Huffington Post features Park West’s expansion into Asia
A recent article published in the Huffington Post explores how Park West Gallery could influence the Asian art market.
According to the article, the cruise industry is booming in the Asia market, particularly in China thanks to a growing middle class that is 109-million strong. The industry has experienced growth by 79 percent from 2012 to 2014, and could become the second largest cruise market in 2017.
Read the full article: Cruise and Art Industries to Thrive Together in Asian Market
With cruise lines like Royal Caribbean International and Carnival Cruise Lines sending cruise ships to Asia, the article notes that the art market may receive a “shot in the arm” as well with Park West’s presence aboard these ships.
Park West Gallery Founder and CEO Albert Scaglione shares his insight in the article:
“In the short time we’ve been conducting auctions in the Asian market, we’ve seen an extremely favorable response,” said Scaglione. “We’re providing access to fresh, vibrant, engaging artwork from world-class artists who have never been made available in Asia.”
Thanks to Park West’s presence aboard six ships in the area, the gallery has sent almost triple the amount of artwork to Asian clients when compared to 2010’s numbers, and the number of clients in Asia who collect with Park West has increased by 114 percent.
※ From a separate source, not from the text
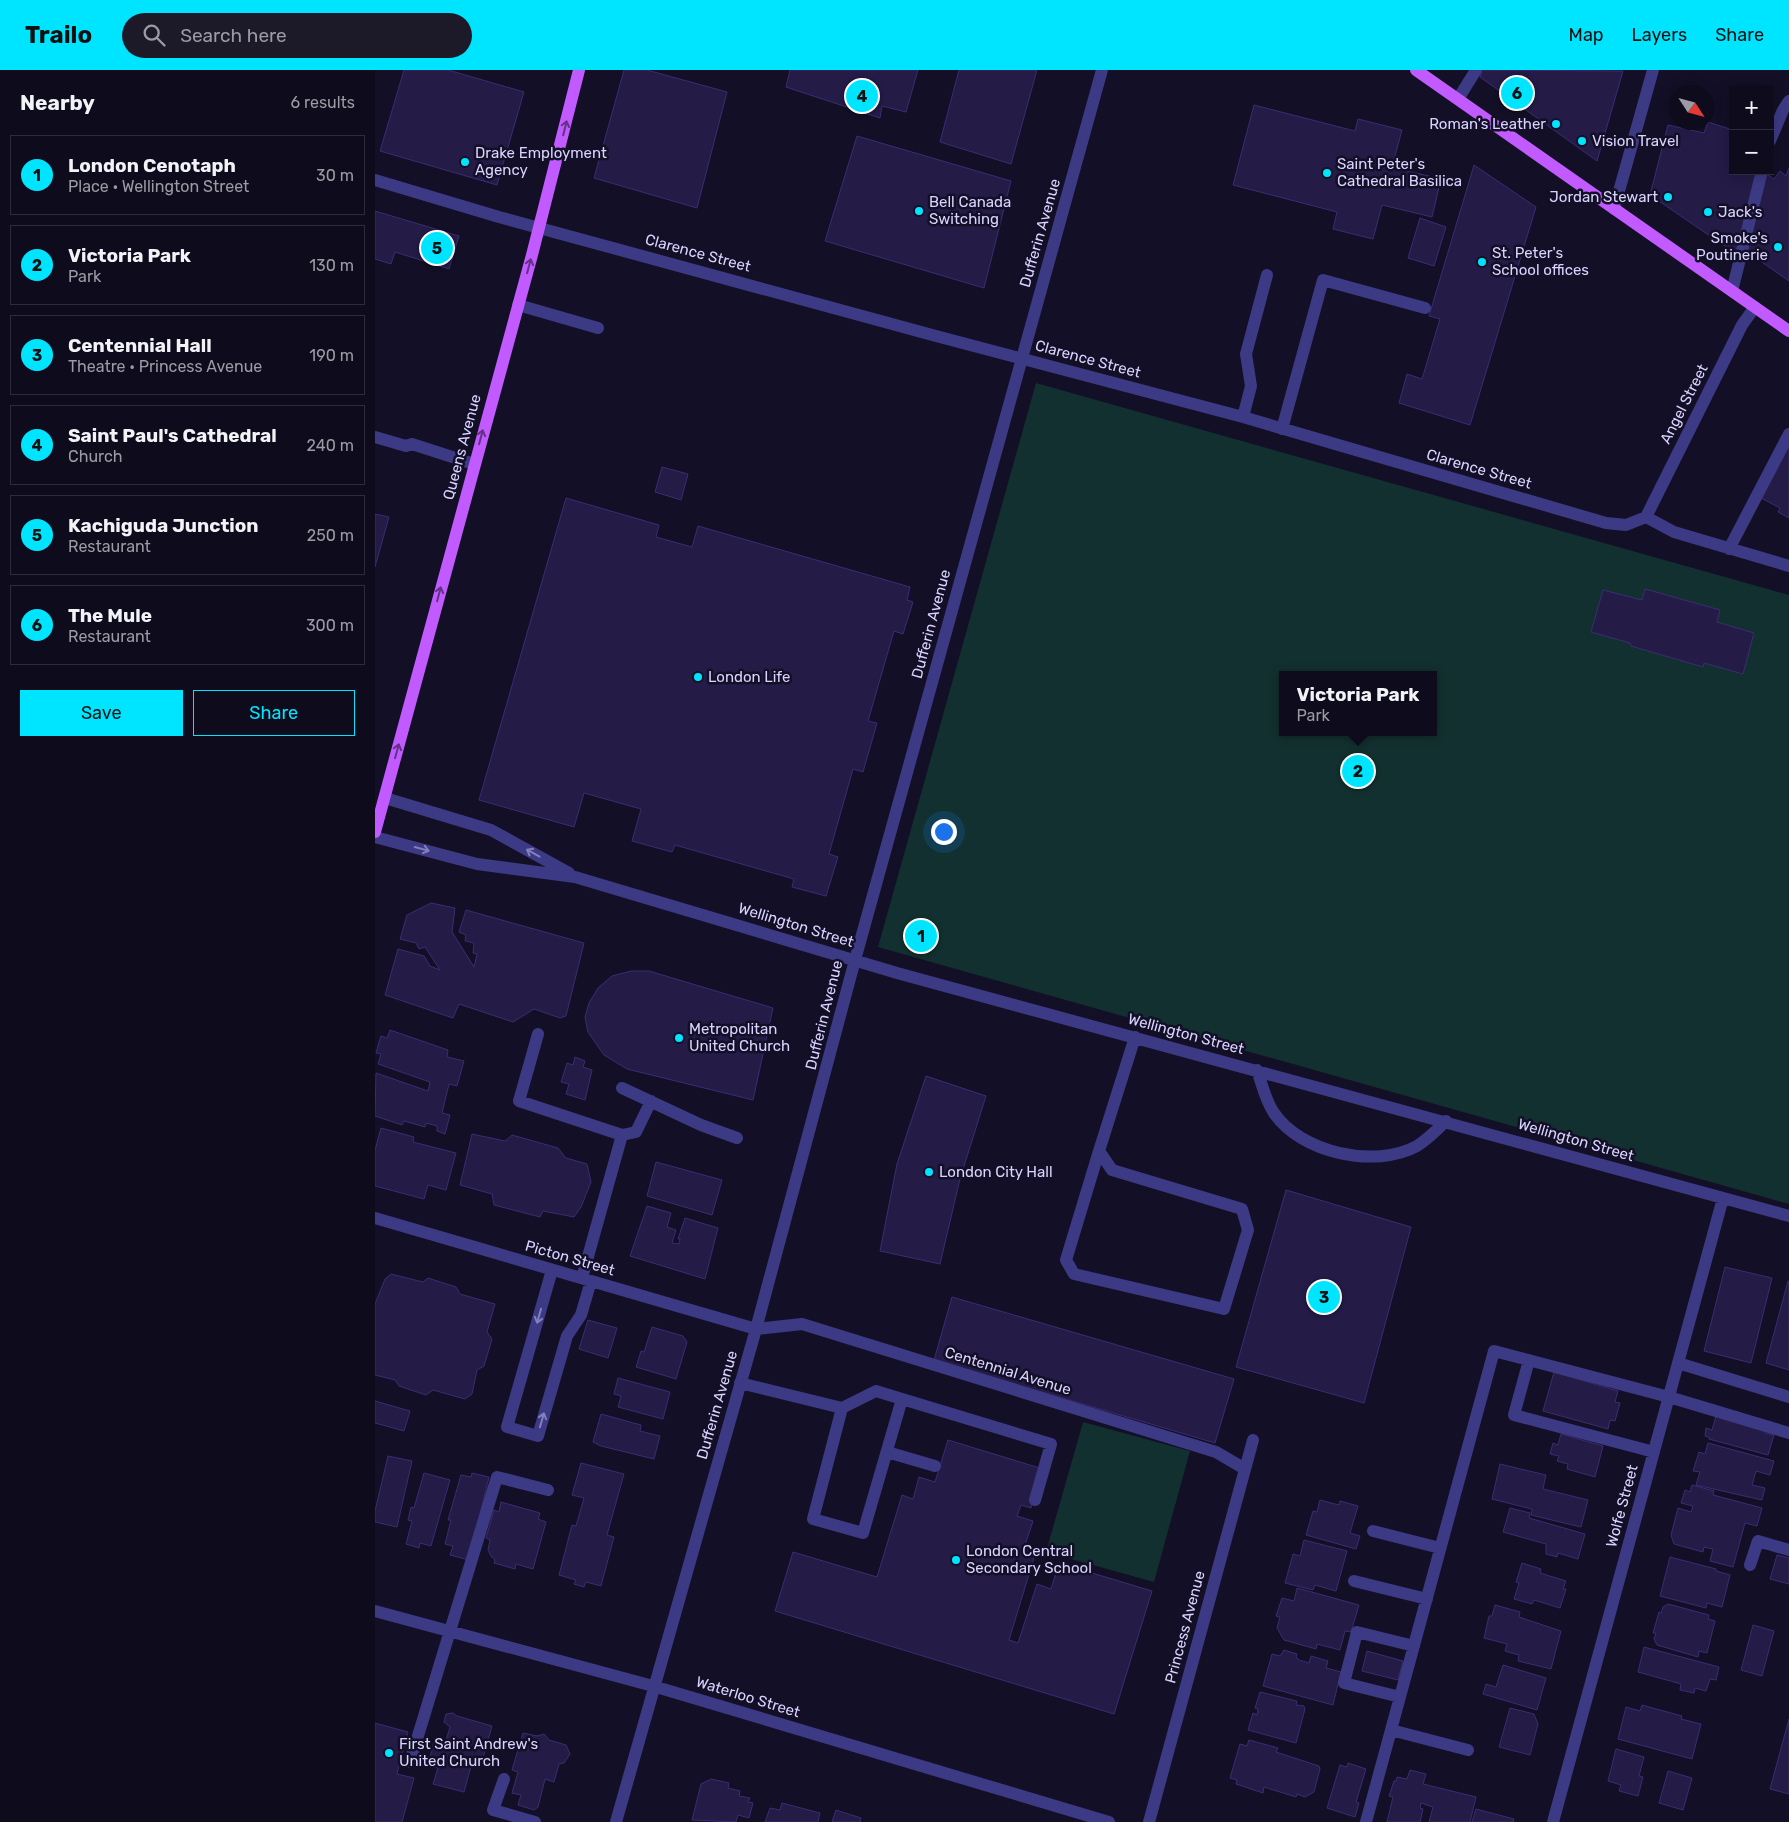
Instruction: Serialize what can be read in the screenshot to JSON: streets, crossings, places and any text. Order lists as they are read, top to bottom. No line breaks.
{"streets":{"main road":["Queens Avenue"],"street":["Dufferin Avenue","Clarence Street","Angel Street","Wellington Street","Picton Street","Centennial Avenue","Wolfe Street","Princess Avenue","Waterloo Street"]},"crossings":[["Dufferin Avenue","Clarence Street"],["Dufferin Avenue","Wellington Street"],["Dufferin Avenue","Picton Street"],["Dufferin Avenue","Centennial Avenue"],["Dufferin Avenue","Waterloo Street"],["Clarence Street","Angel Street"],["Clarence Street","Queens Avenue"],["Queens Avenue","Wellington Street"],["Wellington Street","Wolfe Street"],["Picton Street","Centennial Avenue"],["Centennial Avenue","Princess Avenue"]],"one_way":["Queens Avenue"],"places":["Roman's Leather","Vision Travel","Drake Employment Agency","Saint Peter's Cathedral Basilica","Jordan Stewart","Bell Canada Switching","Jack's","Smoke's Poutinerie","St. Peter's School offices","London Life","Metropolitan United Church","London City Hall","London Central Secondary School","First Saint Andrew's United Church"],"north":"bottom right","page":{"header":"Trailo","search":"Search here","nav":["Map","Layers","Share"],"heading":["Nearby","6 results"],"pins":["6","4","5","2","1","3"],"map_buttons":["+","−"],"list":[{"mark":"1","name":"London Cenotaph","note":"Place · Wellington Street","value":"30 m"},{"mark":"2","name":"Victoria Park","note":"Park","value":"130 m"},{"mark":"3","name":"Centennial Hall","note":"Theatre · Princess Avenue","value":"190 m"},{"mark":"4","name":"Saint Paul's Cathedral","note":"Church","value":"240 m"},{"mark":"5","name":"Kachiguda Junction","note":"Restaurant","value":"250 m"},{"mark":"6","name":"The Mule","note":"Restaurant","value":"300 m"}],"popup":["Victoria Park","Park"],"buttons":["Save","Share"]}}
While the Asian art market did recently experience an overall drop in worldwide sales to $7.9 billion, a 31.3 percent decline from 2011, there is hope that the introduction of artists with Park West Gallery to Chinese cruisers may bolster the art market. As the article states:
Just as Chinese cruisers are seeking more options, Scaglione believes that new and seasoned collectors – including those in China and Japan – are developing a thirst for contemporary art that could be quenched by the cruise industry’s expansion into Asia.
“There is a growing demand for high-quality art, and the Chinese market is showing signs of long-term growth, so I imagine this will continue into the future,” Scaglione said.